The ETF has returned 1.8 percent in 2013, compared with a 5.8 percent decline in the iShares FTSE China 25 Index Fund, the largest Chinese ETF in the U.S. The Shanghai A-Share Stock Price Index (SHASHR) has returned 1.9 percent, while the Shenzhen A-Share Stock Price Index (SZASHR) gained 7.3 percent. The Shanghai Composite rose 0.9 percent at the close today, adding to an 18 percent gain since Dec. 3.
China’s economy, the world’s second largest, grew 7.8 percent last year, the least since 1999. Economic growth accelerated for the first quarter since 2009 in the three months to Dec. 31. The Shanghai Composite is up 1.9 percent this year, after surging 20 percent in December and January. The gauge added 3.2 percent in 2012, the smallest advance of benchmark indexes in the biggest emerging markets.
Gross domestic product will rise about 8 percent this year as policy makers work to support private enterprise by opening up highly regulated industries including telecommunications and railways, Lai said.
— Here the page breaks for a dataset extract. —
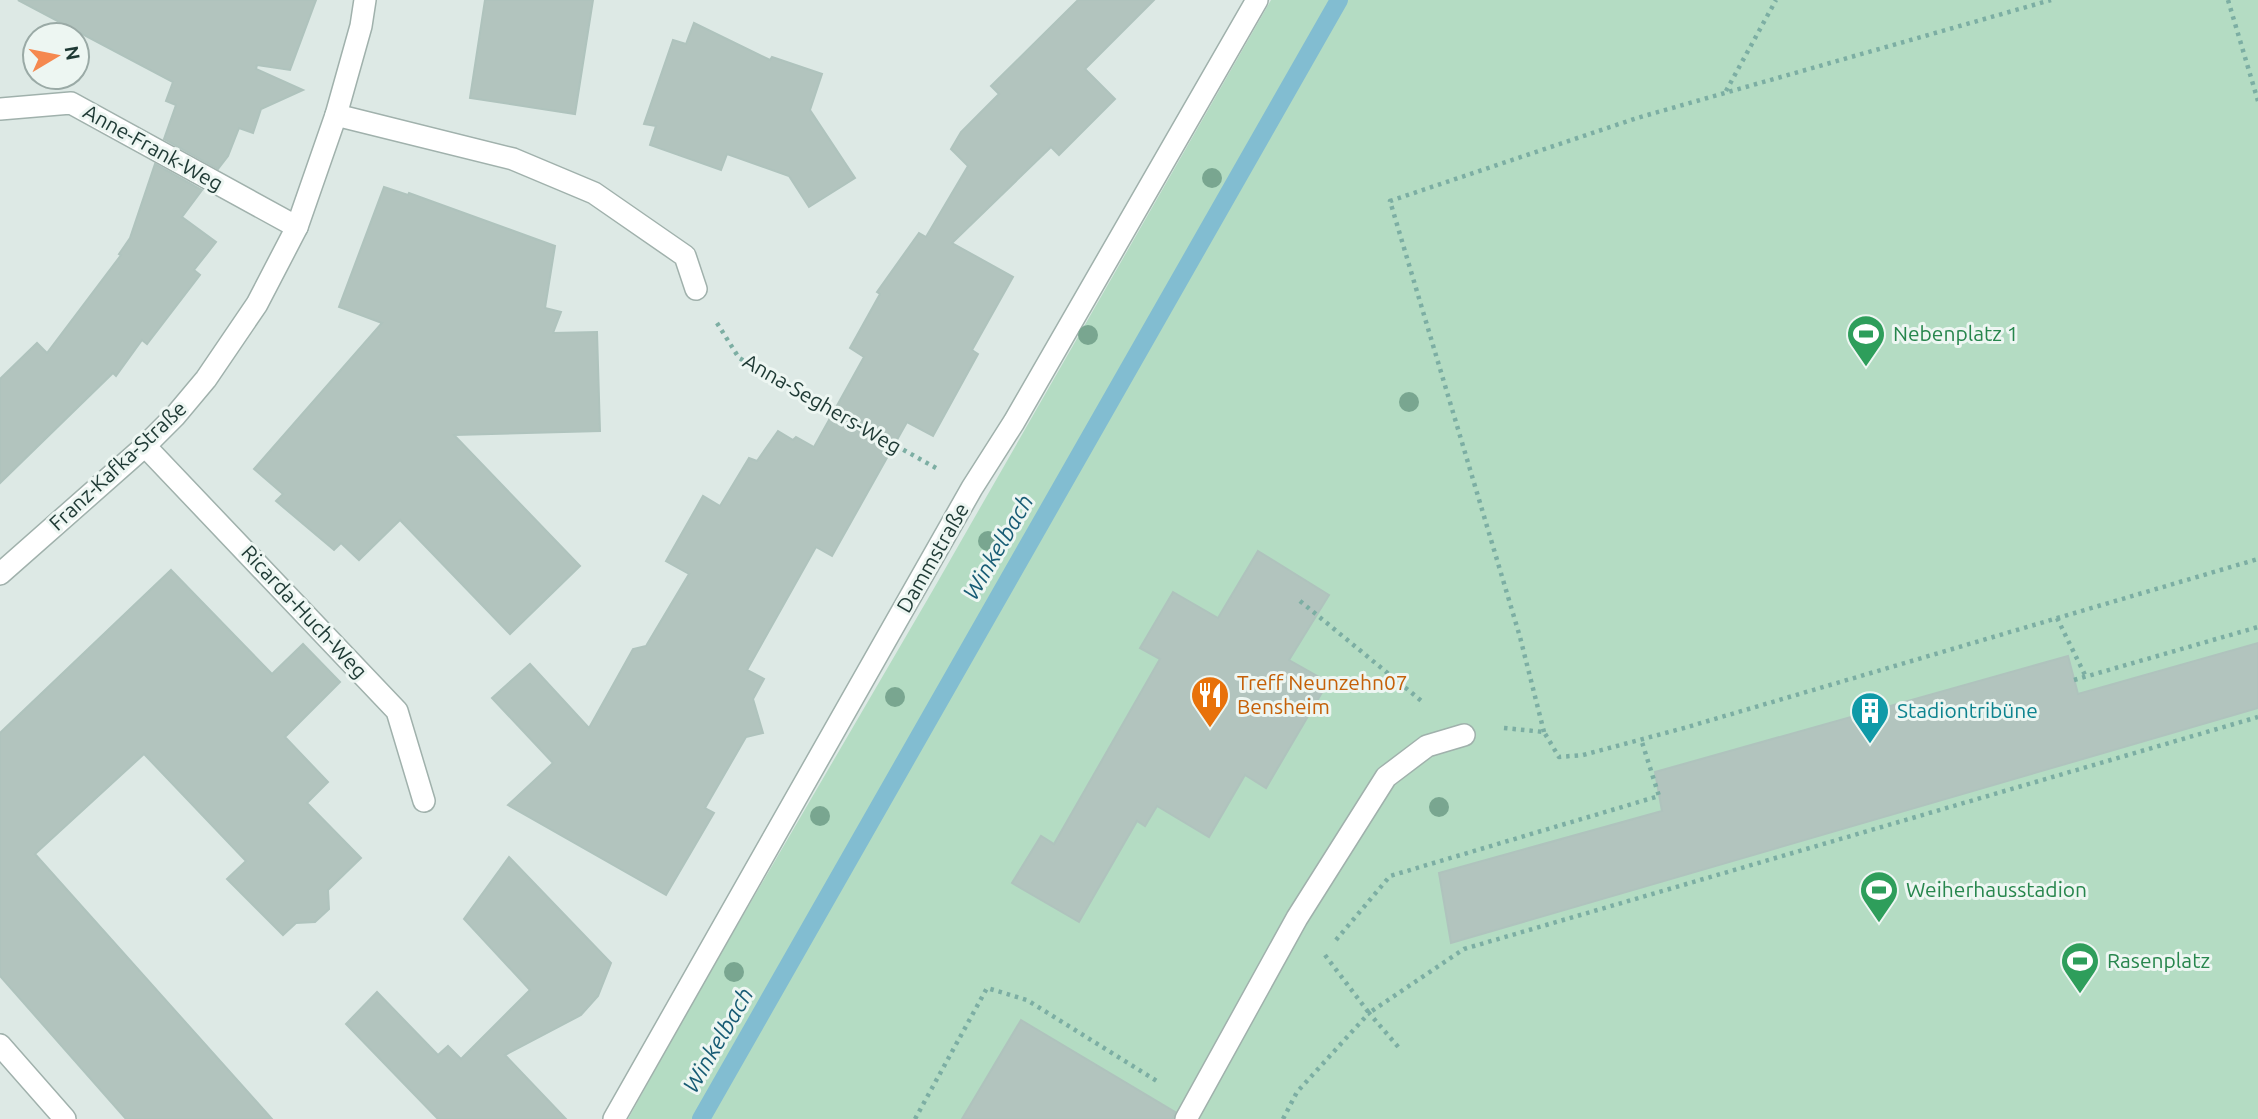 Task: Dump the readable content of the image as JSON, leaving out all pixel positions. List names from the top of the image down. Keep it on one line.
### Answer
{"streets":{"street":["Anne-Frank-Weg","Franz-Kafka-Straße","Dammstraße","Ricarda-Huch-Weg"],"path":["Anna-Seghers-Weg"]},"crossings":[["Anne-Frank-Weg","Franz-Kafka-Straße"],["Anna-Seghers-Weg","Dammstraße"],["Franz-Kafka-Straße","Ricarda-Huch-Weg"]],"water":["Winkelbach"],"places":{"sports":["Nebenplatz 1","Weiherhausstadion","Rasenplatz"],"restaurant":["Treff Neunzehn07 Bensheim"],"building":["Stadiontribüne"]},"north":"right"}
Inflation and rising property prices pose the biggest risk to stocks this year, he said.
Investors in Chinese stock markets are too bullish given the prospect for policy disappointment at this year’s National People’s Congress and the rally for equities since the end of last year has run its course, Hao Hong, head of China research at Bank of Communications Co. in Hong Kong, wrote in a note.
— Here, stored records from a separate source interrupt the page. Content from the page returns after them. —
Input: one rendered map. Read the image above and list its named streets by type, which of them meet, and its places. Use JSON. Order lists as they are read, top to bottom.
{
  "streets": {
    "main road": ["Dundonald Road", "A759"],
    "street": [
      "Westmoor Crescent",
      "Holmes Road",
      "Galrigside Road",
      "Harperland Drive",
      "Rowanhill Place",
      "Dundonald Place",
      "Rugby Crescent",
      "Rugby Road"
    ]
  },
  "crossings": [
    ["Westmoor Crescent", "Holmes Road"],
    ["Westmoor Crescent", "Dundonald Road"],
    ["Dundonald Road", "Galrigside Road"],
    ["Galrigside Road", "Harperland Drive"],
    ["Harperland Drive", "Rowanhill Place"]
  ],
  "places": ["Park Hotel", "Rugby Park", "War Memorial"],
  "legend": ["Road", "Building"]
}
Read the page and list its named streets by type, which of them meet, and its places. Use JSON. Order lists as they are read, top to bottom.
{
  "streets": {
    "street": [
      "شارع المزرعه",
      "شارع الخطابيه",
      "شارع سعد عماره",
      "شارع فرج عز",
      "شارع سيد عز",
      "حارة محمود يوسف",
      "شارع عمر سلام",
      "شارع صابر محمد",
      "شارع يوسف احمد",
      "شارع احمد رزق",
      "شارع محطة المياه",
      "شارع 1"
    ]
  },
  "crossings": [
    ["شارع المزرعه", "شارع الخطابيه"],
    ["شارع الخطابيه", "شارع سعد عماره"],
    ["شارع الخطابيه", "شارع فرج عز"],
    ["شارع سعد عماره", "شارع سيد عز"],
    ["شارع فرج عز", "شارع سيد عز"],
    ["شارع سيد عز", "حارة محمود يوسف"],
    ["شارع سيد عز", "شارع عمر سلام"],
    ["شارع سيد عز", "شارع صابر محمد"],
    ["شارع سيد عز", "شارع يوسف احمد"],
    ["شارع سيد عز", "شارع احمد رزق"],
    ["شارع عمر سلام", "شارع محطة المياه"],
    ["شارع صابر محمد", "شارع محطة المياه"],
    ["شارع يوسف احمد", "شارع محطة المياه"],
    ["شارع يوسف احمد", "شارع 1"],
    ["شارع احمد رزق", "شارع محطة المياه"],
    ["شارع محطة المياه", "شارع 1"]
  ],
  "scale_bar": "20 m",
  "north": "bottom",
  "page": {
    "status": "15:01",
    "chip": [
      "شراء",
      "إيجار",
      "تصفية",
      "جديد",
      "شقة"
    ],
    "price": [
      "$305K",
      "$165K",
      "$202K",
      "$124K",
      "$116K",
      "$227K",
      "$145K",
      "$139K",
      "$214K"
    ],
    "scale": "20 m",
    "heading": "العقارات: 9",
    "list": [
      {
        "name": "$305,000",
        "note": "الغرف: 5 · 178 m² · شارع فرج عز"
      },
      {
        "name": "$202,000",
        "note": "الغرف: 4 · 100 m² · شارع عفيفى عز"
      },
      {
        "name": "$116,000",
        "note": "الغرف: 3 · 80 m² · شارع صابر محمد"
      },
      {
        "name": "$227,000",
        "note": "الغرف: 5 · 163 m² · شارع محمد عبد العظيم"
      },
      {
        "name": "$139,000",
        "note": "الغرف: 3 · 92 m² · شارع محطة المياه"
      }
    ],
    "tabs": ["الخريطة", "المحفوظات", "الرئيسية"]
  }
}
The focus at the NPC will be on the leadership transition and not on fundamental reforms, Hong said. China is still early in the economic recovery cycle and the stock rally may have been a “little long in its tooth,” he wrote in a note today.
Premier Wen Jiabao called for home-purchase restrictions in cities with “excessively fast” price gains last week, as government data released Feb. 22 showed new home prices climbed in January in 53 of the 70 tracked cities. The government may tighten monetary policy because of excess cash on the market and the situation with property prices, China Securities Journal reported in a front-page commentary Feb. 26.
“I don’t expect the government to be forced to do any drastic change in the short term,” Lai said. The Chinese economy “seems that it’s still well on track,” he said.
The ChinaAMC CSI 300 Index ETF-JDR, tracking the CSI 300 Index, and the CSOP FTSE China A50 ETF, which tracks 50 largest companies listed in Shanghai, will begin trading in Tokyo today. They are the first RQFII A-share ETFs to list in Japan and the first-ever foreign ETFs. The RQFII program allows offshore yuan in Hong Kong to be invested in mainland Chinese stocks and bonds.